Stored data:
Segment Open
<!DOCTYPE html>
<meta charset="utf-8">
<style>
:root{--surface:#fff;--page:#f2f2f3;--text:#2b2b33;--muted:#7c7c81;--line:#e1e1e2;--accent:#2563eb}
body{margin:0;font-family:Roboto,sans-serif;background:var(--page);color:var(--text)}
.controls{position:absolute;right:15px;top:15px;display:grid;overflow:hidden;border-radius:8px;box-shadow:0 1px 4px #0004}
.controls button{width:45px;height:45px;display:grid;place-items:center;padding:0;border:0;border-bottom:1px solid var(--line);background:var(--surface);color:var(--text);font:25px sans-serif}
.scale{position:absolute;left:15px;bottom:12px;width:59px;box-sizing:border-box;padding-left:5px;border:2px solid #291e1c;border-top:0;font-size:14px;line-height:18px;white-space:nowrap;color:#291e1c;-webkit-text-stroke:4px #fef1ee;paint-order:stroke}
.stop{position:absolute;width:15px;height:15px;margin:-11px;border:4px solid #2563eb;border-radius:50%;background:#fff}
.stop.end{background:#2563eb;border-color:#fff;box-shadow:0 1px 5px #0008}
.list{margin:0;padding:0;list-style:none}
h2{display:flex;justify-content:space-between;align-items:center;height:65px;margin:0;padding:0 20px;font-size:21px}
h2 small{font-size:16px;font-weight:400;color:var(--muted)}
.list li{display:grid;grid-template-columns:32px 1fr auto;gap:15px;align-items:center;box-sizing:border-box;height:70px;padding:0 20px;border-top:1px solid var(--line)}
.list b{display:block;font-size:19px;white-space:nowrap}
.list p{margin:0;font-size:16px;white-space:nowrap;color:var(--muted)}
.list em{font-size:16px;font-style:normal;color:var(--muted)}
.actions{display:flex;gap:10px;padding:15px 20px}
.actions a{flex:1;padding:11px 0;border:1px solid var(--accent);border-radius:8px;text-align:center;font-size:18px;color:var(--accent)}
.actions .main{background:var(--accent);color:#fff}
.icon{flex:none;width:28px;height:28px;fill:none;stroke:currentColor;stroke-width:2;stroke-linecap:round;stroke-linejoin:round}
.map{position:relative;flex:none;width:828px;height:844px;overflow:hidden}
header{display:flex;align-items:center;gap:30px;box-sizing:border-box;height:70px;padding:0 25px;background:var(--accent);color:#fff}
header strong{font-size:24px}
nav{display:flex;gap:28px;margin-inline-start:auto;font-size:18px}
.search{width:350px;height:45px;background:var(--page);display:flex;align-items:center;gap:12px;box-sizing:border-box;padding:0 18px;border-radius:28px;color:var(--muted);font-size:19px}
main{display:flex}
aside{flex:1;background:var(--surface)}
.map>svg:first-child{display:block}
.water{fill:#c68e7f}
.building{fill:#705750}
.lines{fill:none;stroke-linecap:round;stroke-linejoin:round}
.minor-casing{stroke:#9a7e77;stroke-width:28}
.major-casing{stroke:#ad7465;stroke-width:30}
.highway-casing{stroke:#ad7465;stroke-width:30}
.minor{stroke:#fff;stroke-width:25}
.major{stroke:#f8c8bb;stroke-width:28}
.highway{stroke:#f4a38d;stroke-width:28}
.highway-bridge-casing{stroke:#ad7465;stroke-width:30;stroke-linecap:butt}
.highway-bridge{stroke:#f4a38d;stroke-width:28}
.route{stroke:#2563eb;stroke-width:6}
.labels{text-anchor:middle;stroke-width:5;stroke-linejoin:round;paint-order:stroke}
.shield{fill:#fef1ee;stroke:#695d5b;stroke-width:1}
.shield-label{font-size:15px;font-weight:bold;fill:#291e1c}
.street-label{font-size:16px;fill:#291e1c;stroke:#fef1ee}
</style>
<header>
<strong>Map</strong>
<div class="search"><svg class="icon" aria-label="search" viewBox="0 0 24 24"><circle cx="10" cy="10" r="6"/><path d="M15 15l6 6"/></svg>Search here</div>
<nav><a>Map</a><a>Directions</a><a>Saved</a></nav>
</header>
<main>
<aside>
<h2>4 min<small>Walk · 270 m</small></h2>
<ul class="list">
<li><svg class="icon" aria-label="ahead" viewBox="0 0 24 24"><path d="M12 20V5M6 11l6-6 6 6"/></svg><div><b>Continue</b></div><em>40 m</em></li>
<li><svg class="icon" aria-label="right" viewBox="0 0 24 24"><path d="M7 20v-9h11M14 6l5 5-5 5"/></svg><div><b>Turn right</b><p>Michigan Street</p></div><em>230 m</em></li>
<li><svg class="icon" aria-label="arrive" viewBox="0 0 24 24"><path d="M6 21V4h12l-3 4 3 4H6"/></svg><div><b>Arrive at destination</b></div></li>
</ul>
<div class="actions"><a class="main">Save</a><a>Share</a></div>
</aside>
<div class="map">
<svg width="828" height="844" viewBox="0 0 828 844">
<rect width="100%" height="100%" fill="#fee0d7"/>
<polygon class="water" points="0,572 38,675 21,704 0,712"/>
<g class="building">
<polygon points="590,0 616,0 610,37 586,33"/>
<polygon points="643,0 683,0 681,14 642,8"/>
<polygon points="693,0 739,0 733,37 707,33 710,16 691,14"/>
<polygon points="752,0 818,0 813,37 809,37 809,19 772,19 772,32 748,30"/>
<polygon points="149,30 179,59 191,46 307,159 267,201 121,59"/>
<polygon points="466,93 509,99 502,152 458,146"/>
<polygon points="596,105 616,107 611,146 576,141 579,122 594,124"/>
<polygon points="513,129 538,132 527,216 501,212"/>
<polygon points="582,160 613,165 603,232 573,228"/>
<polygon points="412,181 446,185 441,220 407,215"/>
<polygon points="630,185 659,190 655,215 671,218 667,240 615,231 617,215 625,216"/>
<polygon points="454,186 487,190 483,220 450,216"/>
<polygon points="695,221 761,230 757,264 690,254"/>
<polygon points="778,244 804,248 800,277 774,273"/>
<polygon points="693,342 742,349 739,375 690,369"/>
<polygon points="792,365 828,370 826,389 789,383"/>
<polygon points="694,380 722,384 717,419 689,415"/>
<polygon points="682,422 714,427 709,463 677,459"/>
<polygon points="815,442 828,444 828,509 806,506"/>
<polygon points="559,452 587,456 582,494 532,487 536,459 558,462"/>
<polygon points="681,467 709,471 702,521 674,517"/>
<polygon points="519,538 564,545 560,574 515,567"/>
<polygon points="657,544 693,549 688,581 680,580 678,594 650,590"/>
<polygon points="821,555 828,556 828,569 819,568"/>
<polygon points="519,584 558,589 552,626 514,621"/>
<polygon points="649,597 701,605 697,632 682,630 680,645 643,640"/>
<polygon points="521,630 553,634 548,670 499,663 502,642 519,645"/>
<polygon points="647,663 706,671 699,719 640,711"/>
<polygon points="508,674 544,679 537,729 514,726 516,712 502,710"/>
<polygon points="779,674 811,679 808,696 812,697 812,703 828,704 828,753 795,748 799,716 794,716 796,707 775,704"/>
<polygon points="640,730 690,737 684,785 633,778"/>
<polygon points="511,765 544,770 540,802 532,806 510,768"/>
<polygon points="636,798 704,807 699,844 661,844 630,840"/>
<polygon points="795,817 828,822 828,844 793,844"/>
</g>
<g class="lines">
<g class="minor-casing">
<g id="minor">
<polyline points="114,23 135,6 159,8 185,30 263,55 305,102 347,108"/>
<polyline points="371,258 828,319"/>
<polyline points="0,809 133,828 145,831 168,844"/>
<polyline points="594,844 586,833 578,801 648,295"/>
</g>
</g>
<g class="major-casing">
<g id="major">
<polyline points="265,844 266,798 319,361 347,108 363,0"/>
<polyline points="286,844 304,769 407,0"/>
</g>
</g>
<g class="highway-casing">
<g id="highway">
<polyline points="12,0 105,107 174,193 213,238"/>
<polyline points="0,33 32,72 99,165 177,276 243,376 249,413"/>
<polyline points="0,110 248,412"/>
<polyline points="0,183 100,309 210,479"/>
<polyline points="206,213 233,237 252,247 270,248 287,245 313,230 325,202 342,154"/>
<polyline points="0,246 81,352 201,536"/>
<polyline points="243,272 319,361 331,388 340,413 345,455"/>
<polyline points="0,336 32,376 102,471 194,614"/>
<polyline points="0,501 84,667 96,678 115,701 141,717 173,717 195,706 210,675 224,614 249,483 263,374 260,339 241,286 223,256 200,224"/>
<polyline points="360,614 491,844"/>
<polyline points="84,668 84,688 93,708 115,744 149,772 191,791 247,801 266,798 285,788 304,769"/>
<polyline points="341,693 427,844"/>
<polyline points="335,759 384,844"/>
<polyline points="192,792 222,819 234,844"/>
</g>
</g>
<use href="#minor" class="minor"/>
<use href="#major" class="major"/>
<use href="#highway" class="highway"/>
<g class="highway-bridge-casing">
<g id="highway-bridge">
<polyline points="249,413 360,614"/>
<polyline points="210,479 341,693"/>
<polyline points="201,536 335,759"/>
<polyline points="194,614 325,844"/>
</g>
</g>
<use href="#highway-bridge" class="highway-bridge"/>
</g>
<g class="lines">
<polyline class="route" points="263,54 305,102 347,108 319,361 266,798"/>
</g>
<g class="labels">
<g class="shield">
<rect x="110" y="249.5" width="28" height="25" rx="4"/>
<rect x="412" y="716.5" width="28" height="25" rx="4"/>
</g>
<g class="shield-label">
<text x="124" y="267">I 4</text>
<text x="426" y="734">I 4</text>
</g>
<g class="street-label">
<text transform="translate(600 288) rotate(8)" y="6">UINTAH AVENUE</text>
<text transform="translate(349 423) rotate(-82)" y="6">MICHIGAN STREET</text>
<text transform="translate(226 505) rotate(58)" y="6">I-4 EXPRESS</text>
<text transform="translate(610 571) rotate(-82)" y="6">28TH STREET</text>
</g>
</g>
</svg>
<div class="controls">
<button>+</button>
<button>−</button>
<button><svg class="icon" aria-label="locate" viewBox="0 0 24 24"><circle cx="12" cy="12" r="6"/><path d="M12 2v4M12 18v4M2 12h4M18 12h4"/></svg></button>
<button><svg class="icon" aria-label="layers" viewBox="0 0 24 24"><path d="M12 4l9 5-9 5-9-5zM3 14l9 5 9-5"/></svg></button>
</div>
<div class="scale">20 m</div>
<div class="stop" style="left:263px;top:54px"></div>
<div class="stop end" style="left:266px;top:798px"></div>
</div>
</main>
Segment Closed
From the entries above, list each line with "linecap" in it.

.icon{flex:none;width:28px;height:28px;fill:none;stroke:currentColor;stroke-width:2;stroke-linecap:round;stroke-linejoin:round}
.lines{fill:none;stroke-linecap:round;stroke-linejoin:round}
.highway-bridge-casing{stroke:#ad7465;stroke-width:30;stroke-linecap:butt}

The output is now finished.